Internet crime expert warns Bay students, parents about dangers in digital world
BAY ST. LOUIS, MS (WLOX) - Have you heard of the terms "virtual molestation" or "sextortion?" They are the latest tactics used by sex predators to exploit children. An Internet crime expert came to Bay St. Louis on Thursday to educate students and parents about the dangers in the digital world.
With more children on computers and on their phones, experts say sexual predators are coming up with new schemes to prey on their victims, some as young as 6-years-old.
"All they need is an inexperienced child to seduce away or to groom into that type of activity," said Chris Wilkinson. "There are plenty of, unfortunately, a lot of kids out there with these devices, and parents have no idea how much information is coming at their kids."
Wilkinson spoke to the students at St. Stanislaus about the dangers lurking online. The Pensacola police detective is also a member of the Internet Crimes Against Children Task Force.
He warned the students that the pictures they post may seem innocent, but it can be a crime.
"Some of these apps are very hyper-sexual environments. They're trying to get as many pictures as possible. Unfortunately, they're getting pictures from underage children, and that's possession of child pornography," said Wilkinson. "Unfortunately, it almost seems normal in that age group to ask for a naked picture of a person their age, and that is not normal as we know, and it's certainly against the law."

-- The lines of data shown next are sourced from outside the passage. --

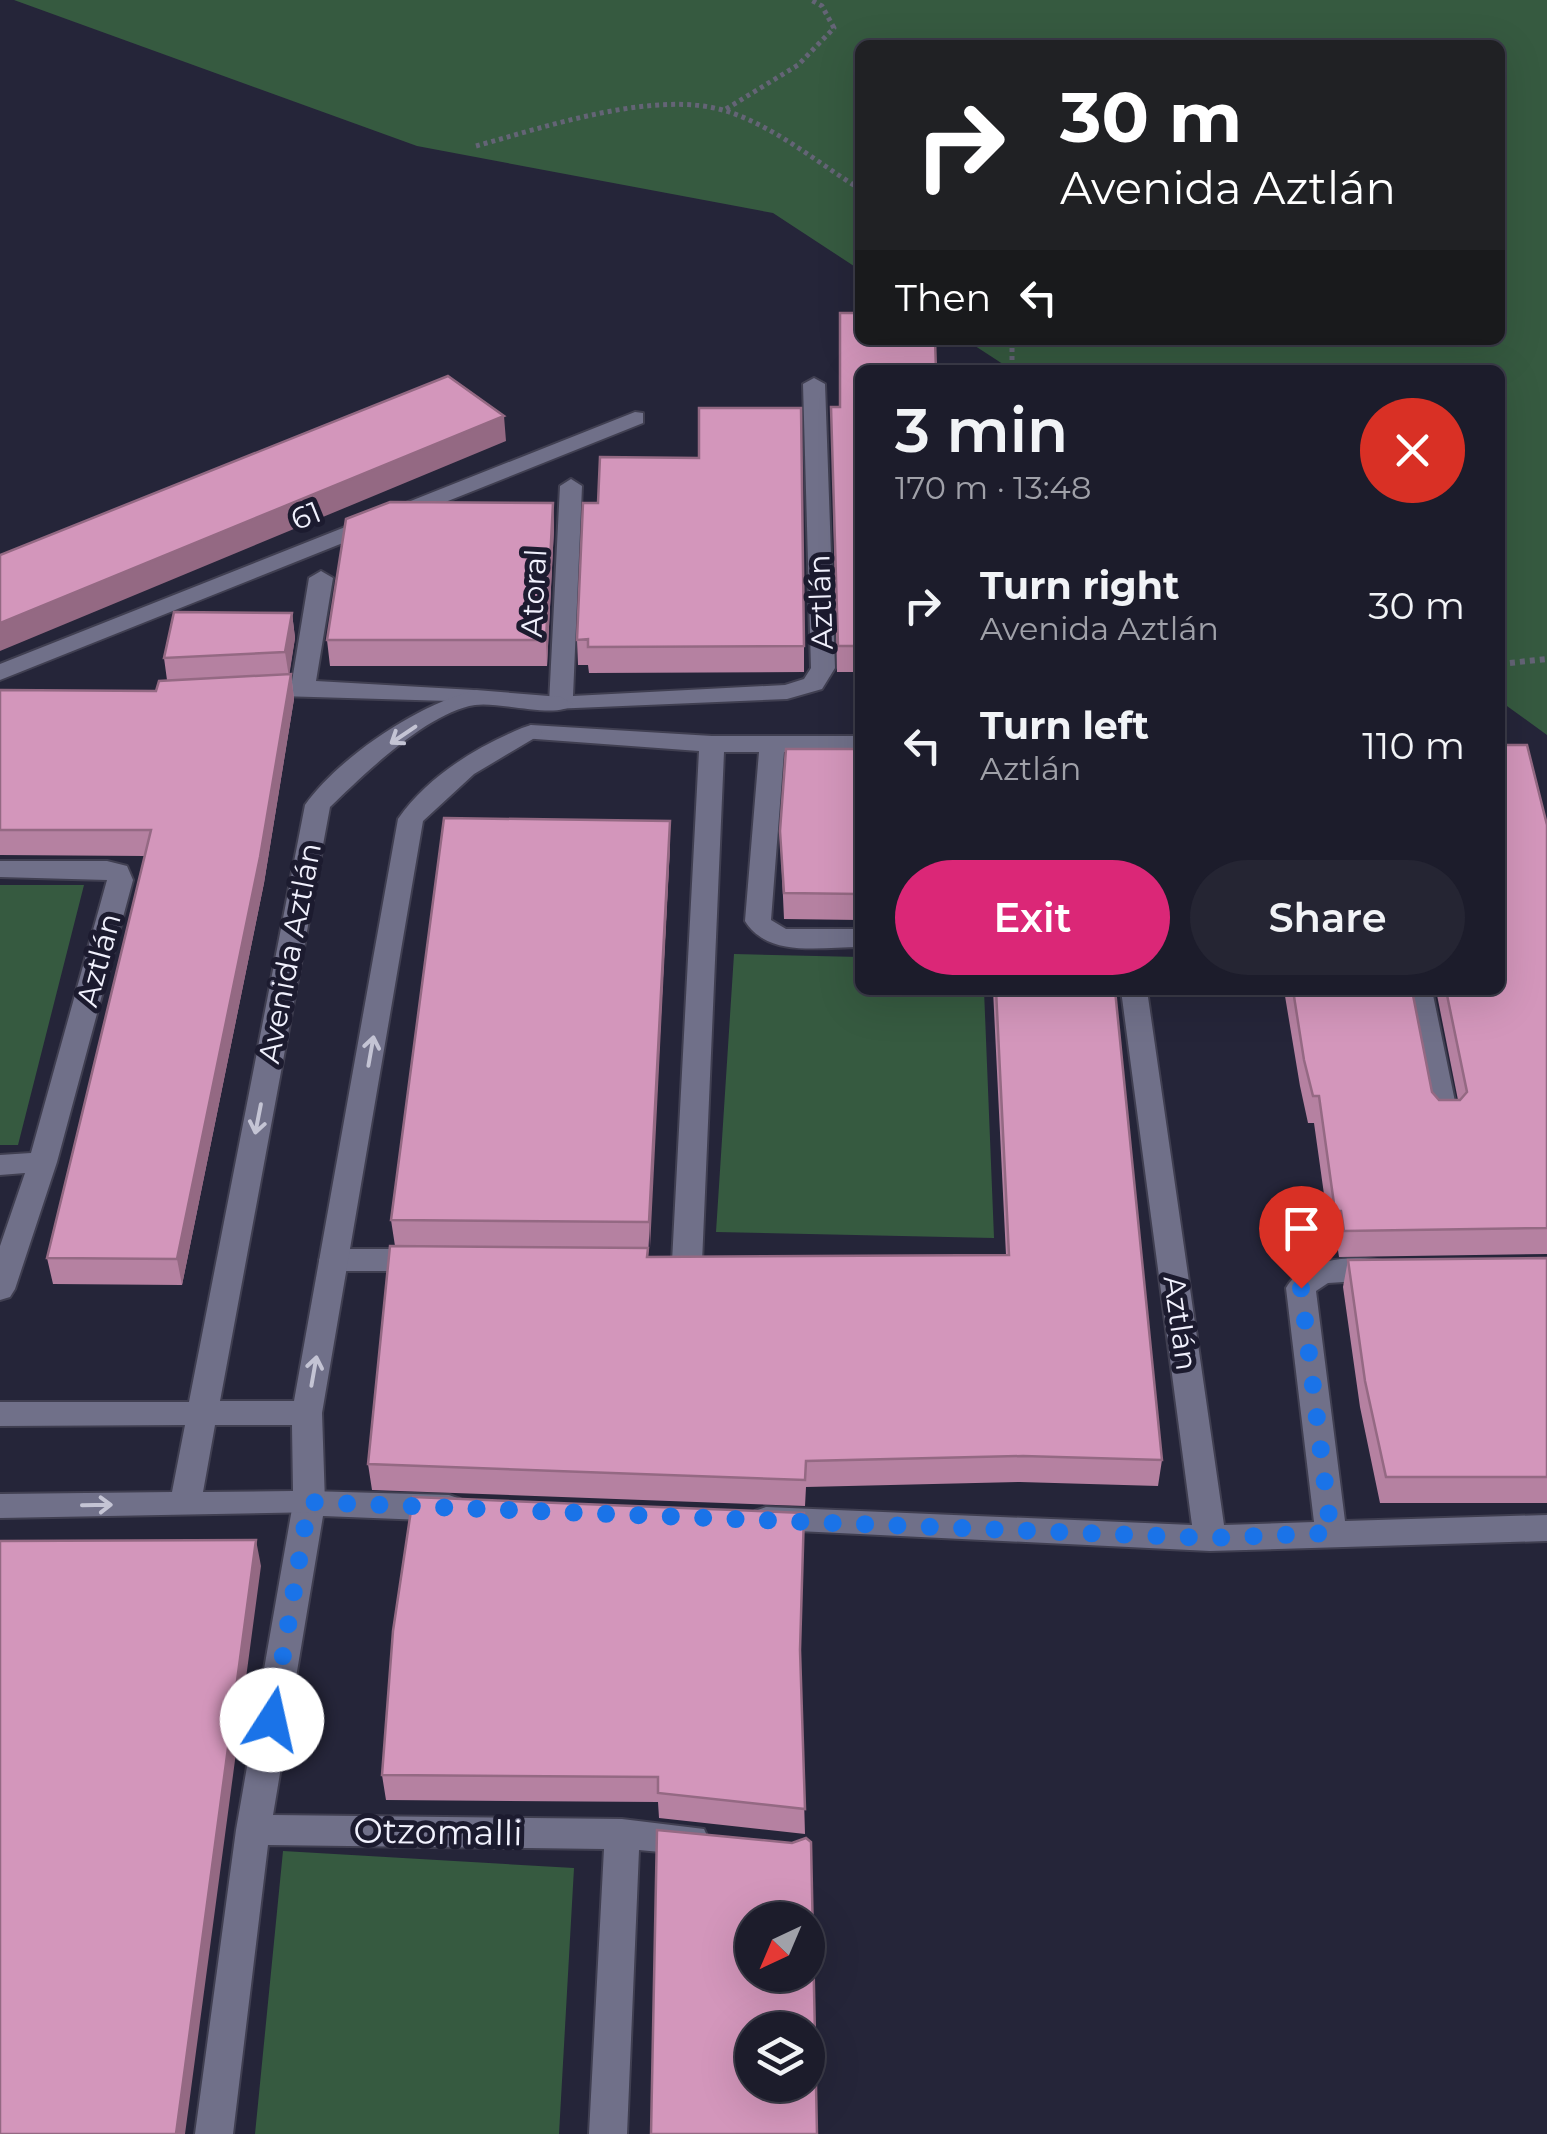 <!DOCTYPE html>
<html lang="en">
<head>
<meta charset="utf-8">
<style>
  body { margin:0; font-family:Montserrat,sans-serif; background:#252533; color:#f1f3f6; height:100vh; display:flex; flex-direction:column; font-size:38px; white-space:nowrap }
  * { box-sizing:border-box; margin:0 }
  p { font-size:32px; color:#a0a1a9 }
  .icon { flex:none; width:55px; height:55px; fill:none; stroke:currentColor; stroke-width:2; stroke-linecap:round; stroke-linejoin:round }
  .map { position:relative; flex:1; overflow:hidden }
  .drawer { position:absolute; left:855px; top:365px; width:650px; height:630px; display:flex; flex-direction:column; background:#1c1c2b; border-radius:15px; box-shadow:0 10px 40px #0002,0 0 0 2px #3a3a47 }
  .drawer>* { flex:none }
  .guide { position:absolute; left:855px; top:40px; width:650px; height:305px; border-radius:15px; box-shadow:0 10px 40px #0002,0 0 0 2px #3a3a47; background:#202124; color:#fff; overflow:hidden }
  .needle { width:65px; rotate:224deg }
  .buttons { position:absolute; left:735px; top:1902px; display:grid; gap:20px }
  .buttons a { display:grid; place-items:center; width:90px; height:90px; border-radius:50%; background:#1c1c2b; box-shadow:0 10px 40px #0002,0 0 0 2px #3a3a47; font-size:50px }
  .pin { position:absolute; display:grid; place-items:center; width:85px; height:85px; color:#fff; margin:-102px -42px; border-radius:50% 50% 50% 0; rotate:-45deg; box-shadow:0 0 10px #0007 }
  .pin .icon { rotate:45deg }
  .me { position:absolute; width:110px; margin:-55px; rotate:10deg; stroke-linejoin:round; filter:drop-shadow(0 0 8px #0008) }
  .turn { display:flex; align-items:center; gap:35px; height:210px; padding:0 40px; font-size:45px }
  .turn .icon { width:130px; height:130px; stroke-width:2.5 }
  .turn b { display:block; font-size:70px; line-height:85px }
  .then { display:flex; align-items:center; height:95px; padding:0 40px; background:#0003; gap:20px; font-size:38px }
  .round { display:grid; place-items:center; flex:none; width:105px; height:105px; border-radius:52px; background:#252533 }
  .head { display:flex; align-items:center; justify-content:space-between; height:170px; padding:0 40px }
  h1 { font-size:60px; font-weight:600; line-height:75px }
  .primary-button { display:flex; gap:20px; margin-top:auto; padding:20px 40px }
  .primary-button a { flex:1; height:115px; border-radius:60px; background:#db2777; color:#fff; font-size:40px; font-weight:600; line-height:115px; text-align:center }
  .primary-button a+a { background:#252533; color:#f1f3f6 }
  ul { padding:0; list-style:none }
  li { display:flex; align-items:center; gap:30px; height:140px; padding:0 40px }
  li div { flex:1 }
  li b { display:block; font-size:38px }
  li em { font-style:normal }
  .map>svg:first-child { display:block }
</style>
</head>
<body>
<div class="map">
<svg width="1547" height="2134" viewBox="0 0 1547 2134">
  <rect width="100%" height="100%" fill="#252539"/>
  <!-- green -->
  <path fill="#365a40" d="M14,0h1533v735l-47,-34v-331h-488l-46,-30h534v-295h-640v225l-87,-57 -356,-67z
    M0,885h84l-66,260h-18z
    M734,954l126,3v33h124l10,248 -278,-6z
    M283,1851l291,17 -15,266h-304z"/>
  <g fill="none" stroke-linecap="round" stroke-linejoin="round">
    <defs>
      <path id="minor" d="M814,378l11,6 10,284 -13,21 -35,10 -235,10 -3,-5 11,-218 11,-7 11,7 -9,210 212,-11 19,-6 7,-11 -8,-284z
        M635,412l8,1v10l-643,257v-16z
        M321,571l12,7 -17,103 158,9 9,2 3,5 -3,5 -236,-7 -3,-5 3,-5 45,-4 17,-103z
        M531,725l181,11h148v16h-76l-13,168 15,9h74v18c-39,0 -92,11 -115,-26l14,-169h-35l-22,510 -5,8h-20l-5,-8 27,-511 -177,-13 -3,-5z
        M0,861h107l20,5 6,14 -76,282 -42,127 -5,8 -10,3v-54l25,-73 -25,2v-20l31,-2 76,-273 -107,-3z
        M1121,990h26l77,535 90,-3 -28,-234c18,-32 74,-34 105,-25l5,8 -5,8 -63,4 -12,8 29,230 202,-6v26l-337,10 -455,-22 -5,-9 5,-9 11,-4 426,18z
        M1406,990h26l26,126 -4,7h-20l-4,-7z
        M334,1249h88l10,3 5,8 -5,8 -10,3h-88l-10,-3 -5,-8 5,-8z
        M309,1491l140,4 11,4 5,9 -5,9 -11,4 -126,-5 -50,299 349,4 82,10 5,11 -5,11 -12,4 -53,-5 -12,284h-38l15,-285 -336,-4 -35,289h-38l41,-304 57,-327 5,-9z"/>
      <path id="tertiary" d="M476,690l85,7 12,7c-14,16 -73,-3 -98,1 -47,7 -111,69 -145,102l-110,594h74l104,-582c30,-43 77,-71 124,-91l9,-3 12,8 -69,41 -51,47 -101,592 3,90 -5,9 -320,6v-24l172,-2 13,-67 -185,1v-24h189l116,-597c35,-49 114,-101 171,-115zM215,1425h77l1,66 -90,1z"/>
    </defs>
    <!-- minor casing -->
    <use href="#minor" stroke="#403f51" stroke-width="4"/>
    <!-- tertiary casing -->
    <use href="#tertiary" stroke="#403f51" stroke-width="4"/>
    <!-- path-far1 -->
    <path stroke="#646476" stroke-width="5" stroke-dasharray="4 4" stroke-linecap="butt" d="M726,109l72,-44 36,-37 -12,-22 -11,-6
      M476,146c69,-19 180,-57 250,-35 48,15 92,52 134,78
      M1012,340v30"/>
    <!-- path -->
    <path stroke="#646476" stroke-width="6" stroke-dasharray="5 5" stroke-linecap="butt" d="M1500,664l47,-5"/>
    <!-- minor -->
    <use href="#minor" fill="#707089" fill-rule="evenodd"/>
    <!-- tertiary -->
    <use href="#tertiary" fill="#707089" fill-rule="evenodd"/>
  </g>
  <!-- wall -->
  <path fill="#b581a1" d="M860,370v302h-23l-6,-265h9z
    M553,503l1,25 -7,138h-217l-3,-26z
    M292,613l3,25 -6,36h2l3,25 -30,184 -82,402 -129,-1 -6,-26 98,-402 -145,-1v-165l156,1 11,-11 -3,-22z
    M577,640l227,6v26l-215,1 -1,-8h-10z
    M860,749v171l-76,-1 -4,-88z
    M670,821v26l-22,410 358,-2 -13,-265h122l47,470 -4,26 -138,-4 -214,5 -1,19 -433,-16 -4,-26 27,-218 -4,-26z
    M1547,825v429l-208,3 -3,-20h-6l-16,-114h-6l-8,-37 -16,-96h128l20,102 7,8h19l-22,-110h64z
    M1547,1258v245h-167l-20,-96 -17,-120 5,-27z
    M800,1659l5,175 -146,-16 -1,-16 -272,-2 -4,-25z"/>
  <!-- shaded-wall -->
  <path fill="#946983" d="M504,416l2,25 -506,210v-28z
    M553,503l1,25 -7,138 -1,-26z
    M292,613l3,25 -6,39 -4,-25z
    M291,674l3,25 -30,184 -82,402 -5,-26z
    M670,821v26l-20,401 -1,-26z
    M256,1540l5,26 -76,568h-9z"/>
  <!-- building -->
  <path fill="#d396bb" stroke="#946983" stroke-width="2.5" fill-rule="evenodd" d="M840,313h20v27h75l1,30h-76v276h-22l-7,-239h9z
    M448,376l56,40 -504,207v-68z
    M699,408h102l3,238 -216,1v-8l-11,1 6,-137h15l2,-46 99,1z
    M390,502l163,1 -7,137h-219l19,-121z
    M174,612l118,1 -7,39 -121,6z
    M291,674l-31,183 -83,402 -130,-1 104,-428h-151v-140l156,1 3,-10z
    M1500,745h27l20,80v403l-203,3 -3,-20h-6l-16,-115h-6l-9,-36 -11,-70h119l20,102 7,8h21l7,-8 -21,-102h54z
    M786,749h74v145l-76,-1 -4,-62z
    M444,818l226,3 -21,401 -258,-2z
    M996,990h119l47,470 -139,-4 -217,5 -1,19 -437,-16 22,-218 258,2 -1,9 362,-2z
    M1547,1258v219h-161l-21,-96 -17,-121z
    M413,1497l391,16 -4,137 5,159 -147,-16v-16l-276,-2 11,-144z
    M256,1540l-80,594h-176v-593z
    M657,1830l135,13 14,-5 5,4 6,292h-166zM752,1920h56v55h-56zM752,2030h56v55h-56z"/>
  <!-- one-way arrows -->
  <defs><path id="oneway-shaft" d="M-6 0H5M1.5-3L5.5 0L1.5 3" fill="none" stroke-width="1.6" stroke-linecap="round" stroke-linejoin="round" transform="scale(2.5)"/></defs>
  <g stroke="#c4c4d4">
    <use href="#oneway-shaft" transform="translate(403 735) rotate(146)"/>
    <use href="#oneway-shaft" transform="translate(371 1051) rotate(-80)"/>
    <use href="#oneway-shaft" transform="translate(258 1119) rotate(101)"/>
    <use href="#oneway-shaft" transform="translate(314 1371) rotate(-80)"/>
    <use href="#oneway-shaft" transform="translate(97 1505) rotate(-1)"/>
  </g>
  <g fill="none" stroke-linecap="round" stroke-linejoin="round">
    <!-- route -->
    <path stroke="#1a73e8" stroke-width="18" stroke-dasharray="0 32.4" d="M272,1720l37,-218 901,36 121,-5 -30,-245"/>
  </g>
  <g text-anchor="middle" stroke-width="10" stroke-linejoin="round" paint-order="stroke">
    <!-- street labels -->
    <g font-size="30" fill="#f1f1fd" stroke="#1c1b2f">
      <text transform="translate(306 516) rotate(-22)" y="10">61</text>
      <text transform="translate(534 593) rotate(-87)" y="10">Atoral</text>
      <text transform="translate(821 602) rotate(-92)" y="10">Aztlán</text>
      <text transform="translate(290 953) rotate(-79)" y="10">Avenida Aztlán</text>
      <text transform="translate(99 960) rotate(-75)" y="10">Aztlán</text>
      <text transform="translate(1180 1323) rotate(82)" y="10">Aztlán</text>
    </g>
    <!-- near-street labels -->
    <g font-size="35" fill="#f1f1fd" stroke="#1c1b2f">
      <text transform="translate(438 1832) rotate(1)" y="12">Otzomalli</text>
    </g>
  </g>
</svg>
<div class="buttons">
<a><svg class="needle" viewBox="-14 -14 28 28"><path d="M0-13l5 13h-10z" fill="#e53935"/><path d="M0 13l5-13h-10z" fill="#a0a1a9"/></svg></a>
<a><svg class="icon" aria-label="layers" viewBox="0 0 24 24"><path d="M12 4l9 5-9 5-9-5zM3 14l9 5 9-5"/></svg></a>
</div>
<div class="pin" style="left:1301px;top:1288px;background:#d93025"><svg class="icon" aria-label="arrive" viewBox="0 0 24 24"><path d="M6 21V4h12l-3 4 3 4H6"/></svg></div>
<svg class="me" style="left:272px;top:1720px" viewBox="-20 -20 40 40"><circle r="19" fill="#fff"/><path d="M0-13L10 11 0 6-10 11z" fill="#1a73e8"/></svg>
<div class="guide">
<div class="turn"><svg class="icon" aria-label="right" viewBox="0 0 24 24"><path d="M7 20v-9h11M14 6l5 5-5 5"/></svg><div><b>30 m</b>Avenida Aztlán</div></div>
<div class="then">Then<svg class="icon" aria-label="left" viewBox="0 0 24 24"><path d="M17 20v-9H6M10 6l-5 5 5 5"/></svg></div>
</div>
<section class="drawer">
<div class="head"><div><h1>3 min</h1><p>170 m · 13:48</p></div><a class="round" style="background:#d93025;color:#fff"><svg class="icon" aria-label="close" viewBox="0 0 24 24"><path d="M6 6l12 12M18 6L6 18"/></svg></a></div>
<ul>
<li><svg class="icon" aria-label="right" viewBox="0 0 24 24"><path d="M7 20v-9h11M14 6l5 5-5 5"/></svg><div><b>Turn right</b><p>Avenida Aztlán</p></div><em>30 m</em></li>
<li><svg class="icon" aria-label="left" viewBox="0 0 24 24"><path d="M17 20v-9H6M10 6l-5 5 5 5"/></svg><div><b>Turn left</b><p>Aztlán</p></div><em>110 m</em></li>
</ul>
<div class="primary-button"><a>Exit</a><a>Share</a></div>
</section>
</div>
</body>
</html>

He also targeted sexting, cyber-bullying and using extorting to get more pictures from the victims.
"It is really scary, because a lot of people can get in jail for this," said ninth grader Sonny Valentine.
"I learned, basically, to be careful what you put out there in social media, because if you put something out there that you don't really want out there, it can always trace back to yourself," said eighth grader Logan Verdigets.
Wilkinson has a personal reason for wanting to reach out to the young men. He is a St. Stanislaus graduate who wants to empower and protect them.
"It's a very, very dark world that I work in. One of the greatest things I take away from this is knowing you've rescued a victim at the end of the day. It's a really good feeling," Wilkinson said.
Wilkinson held a separate session just for parents Thursday night. He focused on adult pornography and its effects on our youth and the latest apps that are being used to "virtually molest" children.
"Technology is becoming more pervasive in allowing people to do more things in the privacy of their own rooms or outside their parent's supervision, and giving a child a cell phone like that is giving them a very powerful computer," said Wilkinson.